Data provided START
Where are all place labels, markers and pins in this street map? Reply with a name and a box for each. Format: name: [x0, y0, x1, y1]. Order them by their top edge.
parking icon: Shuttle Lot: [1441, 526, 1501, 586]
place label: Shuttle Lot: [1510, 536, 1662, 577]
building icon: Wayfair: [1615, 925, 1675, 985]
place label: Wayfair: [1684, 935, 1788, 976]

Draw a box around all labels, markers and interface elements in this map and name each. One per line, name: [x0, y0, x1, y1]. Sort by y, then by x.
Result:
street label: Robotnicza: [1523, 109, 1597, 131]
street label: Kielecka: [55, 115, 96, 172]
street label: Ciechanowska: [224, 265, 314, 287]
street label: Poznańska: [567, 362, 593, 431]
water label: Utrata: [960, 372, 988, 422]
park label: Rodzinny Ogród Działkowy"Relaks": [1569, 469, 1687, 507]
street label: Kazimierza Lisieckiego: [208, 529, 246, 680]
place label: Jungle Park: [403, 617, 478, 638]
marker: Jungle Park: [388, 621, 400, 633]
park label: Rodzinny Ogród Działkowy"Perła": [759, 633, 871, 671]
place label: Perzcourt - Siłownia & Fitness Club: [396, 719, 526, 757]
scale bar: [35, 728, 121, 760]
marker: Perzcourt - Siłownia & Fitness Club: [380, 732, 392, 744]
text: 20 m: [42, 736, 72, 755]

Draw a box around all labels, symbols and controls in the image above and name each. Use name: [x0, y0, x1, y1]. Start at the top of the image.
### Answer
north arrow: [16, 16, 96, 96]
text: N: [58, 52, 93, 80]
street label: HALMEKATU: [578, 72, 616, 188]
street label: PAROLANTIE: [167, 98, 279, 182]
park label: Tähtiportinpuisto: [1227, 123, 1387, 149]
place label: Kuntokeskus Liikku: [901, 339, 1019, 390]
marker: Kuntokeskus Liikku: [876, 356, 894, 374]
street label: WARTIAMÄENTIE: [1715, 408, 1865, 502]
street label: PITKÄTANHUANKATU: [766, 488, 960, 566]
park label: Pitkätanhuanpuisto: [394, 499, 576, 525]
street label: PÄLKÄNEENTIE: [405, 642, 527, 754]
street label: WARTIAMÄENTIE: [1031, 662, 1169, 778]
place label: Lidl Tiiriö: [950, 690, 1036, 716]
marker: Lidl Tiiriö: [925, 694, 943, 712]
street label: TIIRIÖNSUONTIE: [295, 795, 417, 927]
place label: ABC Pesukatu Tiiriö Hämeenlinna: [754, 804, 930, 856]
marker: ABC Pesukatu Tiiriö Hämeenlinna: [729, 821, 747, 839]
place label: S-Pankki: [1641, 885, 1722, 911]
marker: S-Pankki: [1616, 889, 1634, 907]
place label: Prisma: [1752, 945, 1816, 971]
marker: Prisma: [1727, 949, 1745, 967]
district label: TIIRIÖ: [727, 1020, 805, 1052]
Data provided END
Exercise goal
The full listing needs to be transcribed exactly.

Your response
Where are all place labels, markers and pins in this street map? Reply with a name and a box for each. Format: name: [x0, y0, x1, y1]. Order them by their top edge.
parking icon: Shuttle Lot: [1441, 526, 1501, 586]
place label: Shuttle Lot: [1510, 536, 1662, 577]
building icon: Wayfair: [1615, 925, 1675, 985]
place label: Wayfair: [1684, 935, 1788, 976]

Draw a box around all labels, markers and interface elements in this map and name each. One per line, name: [x0, y0, x1, y1]. Sort by y, then by x.
Result:
street label: Robotnicza: [1523, 109, 1597, 131]
street label: Kielecka: [55, 115, 96, 172]
street label: Ciechanowska: [224, 265, 314, 287]
street label: Poznańska: [567, 362, 593, 431]
water label: Utrata: [960, 372, 988, 422]
park label: Rodzinny Ogród Działkowy"Relaks": [1569, 469, 1687, 507]
street label: Kazimierza Lisieckiego: [208, 529, 246, 680]
place label: Jungle Park: [403, 617, 478, 638]
marker: Jungle Park: [388, 621, 400, 633]
park label: Rodzinny Ogród Działkowy"Perła": [759, 633, 871, 671]
place label: Perzcourt - Siłownia & Fitness Club: [396, 719, 526, 757]
scale bar: [35, 728, 121, 760]
marker: Perzcourt - Siłownia & Fitness Club: [380, 732, 392, 744]
text: 20 m: [42, 736, 72, 755]

Draw a box around all labels, symbols and controls in the image above and name each. Use name: [x0, y0, x1, y1]. Start at the top of the image.
### Answer
north arrow: [16, 16, 96, 96]
text: N: [58, 52, 93, 80]
street label: HALMEKATU: [578, 72, 616, 188]
street label: PAROLANTIE: [167, 98, 279, 182]
park label: Tähtiportinpuisto: [1227, 123, 1387, 149]
place label: Kuntokeskus Liikku: [901, 339, 1019, 390]
marker: Kuntokeskus Liikku: [876, 356, 894, 374]
street label: WARTIAMÄENTIE: [1715, 408, 1865, 502]
street label: PITKÄTANHUANKATU: [766, 488, 960, 566]
park label: Pitkätanhuanpuisto: [394, 499, 576, 525]
street label: PÄLKÄNEENTIE: [405, 642, 527, 754]
street label: WARTIAMÄENTIE: [1031, 662, 1169, 778]
place label: Lidl Tiiriö: [950, 690, 1036, 716]
marker: Lidl Tiiriö: [925, 694, 943, 712]
street label: TIIRIÖNSUONTIE: [295, 795, 417, 927]
place label: ABC Pesukatu Tiiriö Hämeenlinna: [754, 804, 930, 856]
marker: ABC Pesukatu Tiiriö Hämeenlinna: [729, 821, 747, 839]
place label: S-Pankki: [1641, 885, 1722, 911]
marker: S-Pankki: [1616, 889, 1634, 907]
place label: Prisma: [1752, 945, 1816, 971]
marker: Prisma: [1727, 949, 1745, 967]
district label: TIIRIÖ: [727, 1020, 805, 1052]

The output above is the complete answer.